Bu adada erkekler gelin oluyor

Bu adada erkekler gelin oluyor

Geçmişten günümüze kadar toplumların tarihsel süreçleri incelendiğinde erkek egemen bir toplum düzeninin hüküm sürdüğü görülür. Ancak bu toplum dünya düzenini tamamen tersine çevirmiş.

İşte en basit söylemiyle anaerkil y anı kadınların baskın olduğu bir topluluk yaratan Minangkabau'ların eşsiz yaşamı...

Endonezya’nın Batı Sumatra Adası’nda yaşayan Minangkabau toplumu 4,5 milyonluk nüfusu ile dünyanın en büyük ‘anaerkil’ topluluğu olarak biliniyor.

Evlerin kadınlara ait olduğu ve soyun anneden ilerlediği Minangkabau’da erkeklerin rolü, sıradanlığın dışında kalıyor. Eşleri tarafından sokağa atılan erkekler için adada ‘sığınma odaları’ bile var.

Kadınların yönettiği Sumatra Adası’nda Minangkabau toplumunun tarihi kısaca şu şekilde;

Efsaneye göre, Koto Batu krallığını kuran Maharajo Dirajo 12. yüzyıl ortalarında öldüğünde üç karısından üç küçük oğlu vardı.

İlk karısı Puti Indo Jalito çocukların bakımını ve krallık yönetimini üstlenerek anaerkil toplumun temellerini atmış oldu.

Dünyanın hiçbir yerinde göremeyeceğiniz bu eşsiz toplumsal düzende, miras kızlara kalırken, çocuklar annelerinin soyadını alıyor.
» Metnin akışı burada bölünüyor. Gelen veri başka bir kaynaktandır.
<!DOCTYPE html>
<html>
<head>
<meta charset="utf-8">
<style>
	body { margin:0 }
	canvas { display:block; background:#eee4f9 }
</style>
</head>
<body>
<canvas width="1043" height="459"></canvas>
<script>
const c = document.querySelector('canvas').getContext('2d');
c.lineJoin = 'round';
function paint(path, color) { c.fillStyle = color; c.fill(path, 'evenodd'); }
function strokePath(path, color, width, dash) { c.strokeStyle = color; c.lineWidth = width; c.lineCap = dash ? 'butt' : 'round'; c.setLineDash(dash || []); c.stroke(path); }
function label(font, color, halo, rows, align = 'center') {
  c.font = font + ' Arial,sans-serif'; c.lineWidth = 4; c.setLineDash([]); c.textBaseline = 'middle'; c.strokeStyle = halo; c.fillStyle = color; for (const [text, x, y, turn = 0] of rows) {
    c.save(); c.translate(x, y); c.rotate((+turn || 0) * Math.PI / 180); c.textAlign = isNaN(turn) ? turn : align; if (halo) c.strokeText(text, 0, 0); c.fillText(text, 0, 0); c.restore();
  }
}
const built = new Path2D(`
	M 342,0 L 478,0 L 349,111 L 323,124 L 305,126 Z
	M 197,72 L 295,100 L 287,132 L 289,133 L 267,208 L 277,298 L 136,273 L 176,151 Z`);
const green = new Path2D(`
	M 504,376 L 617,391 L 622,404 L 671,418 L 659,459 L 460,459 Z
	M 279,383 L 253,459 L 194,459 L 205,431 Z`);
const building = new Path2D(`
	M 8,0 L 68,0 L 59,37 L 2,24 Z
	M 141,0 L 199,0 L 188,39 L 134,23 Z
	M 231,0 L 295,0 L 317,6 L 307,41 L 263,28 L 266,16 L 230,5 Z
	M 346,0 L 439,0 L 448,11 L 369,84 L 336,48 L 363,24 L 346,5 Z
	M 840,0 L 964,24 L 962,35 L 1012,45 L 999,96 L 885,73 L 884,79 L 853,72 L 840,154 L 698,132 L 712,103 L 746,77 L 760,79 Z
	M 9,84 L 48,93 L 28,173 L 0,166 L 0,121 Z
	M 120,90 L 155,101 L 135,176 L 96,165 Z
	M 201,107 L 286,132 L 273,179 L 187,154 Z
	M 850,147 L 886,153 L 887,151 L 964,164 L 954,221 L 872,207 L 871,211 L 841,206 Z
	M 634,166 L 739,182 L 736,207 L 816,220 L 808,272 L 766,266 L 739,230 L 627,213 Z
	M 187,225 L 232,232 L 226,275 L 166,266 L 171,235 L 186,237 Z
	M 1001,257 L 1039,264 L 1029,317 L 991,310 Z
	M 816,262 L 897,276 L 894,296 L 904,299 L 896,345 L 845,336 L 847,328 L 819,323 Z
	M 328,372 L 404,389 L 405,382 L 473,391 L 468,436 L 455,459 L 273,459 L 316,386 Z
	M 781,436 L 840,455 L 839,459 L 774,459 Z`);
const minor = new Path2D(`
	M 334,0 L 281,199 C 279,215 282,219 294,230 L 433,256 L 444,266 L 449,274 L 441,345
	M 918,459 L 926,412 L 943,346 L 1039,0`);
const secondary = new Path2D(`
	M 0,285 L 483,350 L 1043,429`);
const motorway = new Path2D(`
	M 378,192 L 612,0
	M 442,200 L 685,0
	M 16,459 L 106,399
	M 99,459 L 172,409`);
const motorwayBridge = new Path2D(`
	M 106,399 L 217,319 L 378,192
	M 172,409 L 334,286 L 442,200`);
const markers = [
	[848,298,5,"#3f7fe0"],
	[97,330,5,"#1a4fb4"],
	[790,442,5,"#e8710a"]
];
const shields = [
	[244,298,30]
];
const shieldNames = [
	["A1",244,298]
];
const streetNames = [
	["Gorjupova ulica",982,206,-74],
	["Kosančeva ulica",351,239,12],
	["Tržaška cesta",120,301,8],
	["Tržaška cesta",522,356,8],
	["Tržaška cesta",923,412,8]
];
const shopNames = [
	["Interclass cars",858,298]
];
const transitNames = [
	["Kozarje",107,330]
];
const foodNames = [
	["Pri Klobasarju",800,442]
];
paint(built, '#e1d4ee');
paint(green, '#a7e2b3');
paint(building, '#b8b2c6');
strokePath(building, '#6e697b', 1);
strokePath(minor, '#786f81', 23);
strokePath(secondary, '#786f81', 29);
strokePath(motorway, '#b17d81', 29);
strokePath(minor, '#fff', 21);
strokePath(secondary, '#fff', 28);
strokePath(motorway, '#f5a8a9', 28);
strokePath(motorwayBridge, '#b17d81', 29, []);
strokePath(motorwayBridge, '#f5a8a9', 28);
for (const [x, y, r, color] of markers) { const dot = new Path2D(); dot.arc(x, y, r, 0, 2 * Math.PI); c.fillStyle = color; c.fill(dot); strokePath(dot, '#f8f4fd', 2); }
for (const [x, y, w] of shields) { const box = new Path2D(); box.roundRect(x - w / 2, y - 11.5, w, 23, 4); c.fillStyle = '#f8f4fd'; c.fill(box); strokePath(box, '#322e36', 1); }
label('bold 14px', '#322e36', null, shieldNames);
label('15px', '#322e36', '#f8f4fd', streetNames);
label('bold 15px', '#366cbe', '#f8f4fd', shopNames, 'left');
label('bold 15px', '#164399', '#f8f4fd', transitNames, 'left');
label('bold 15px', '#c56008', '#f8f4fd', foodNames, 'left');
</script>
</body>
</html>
Erkekler ise karılarının evine taşınıp misafir olarak görülüyor.

Minanglar eskiden animist olarak bilinirken, doğaya taparlarmış. Daha sonra Hindistan’dan gelen Hinduizm ve Budizm etkili olmuş. Anaerkil kültüre rağmen Minanglar ayrıca ataerkil İslam’ı da benimsemişler.

İslami kurallara göre yeni evlenen kadın kocasının evine taşınması gerekirken Minanglarda damat kadının evine taşınır ve onun ailesiyle birlikte yaşar.

Başlık parasını damadın eğitim ve meslek durumuna göre gelinin ailesi belirliyor. Aslında neredeyse aşina olduğumuz kuralların tam tersi.

Düğün günü damat evinden alınarak tören için gelinin evine getiriliyor. İslami kurallara göre nikâh kıyılıyor ve geleneksel müzik aletleri eşliğinde kadınlı erkekli danslarla damat karşılanıyor.

Aslında neredeyse aşina olduğumuz kuralların tam tersi…

Minang kadınları evlenince sosyal ve ekonomik imtiyazlar kazanıyor. Ev halkı ve varlığı yaşlı kadınların idaresi altında yaşanıyor.

Evin reisi olarak toprak mülkiyeti ve akrabalık ilişkileri onlardan sorulurken, anlaşmazlıkları çözmede, evlilik ilişkilerinde ve törensel olaylarda önemli roller oynuyorlar.

Minang erkeklerine gelecek olursak; onlardan eve düzenli gelir getirecek bir iş yapması ve çocukların masrafını karşılaması bekleniyor.

Çoğu iş bulmak için köylerinden ayrılırken arada bir eve uğruyorlar. Döndüklerinde ise evin idaresi konusunda söz hakları yoktur.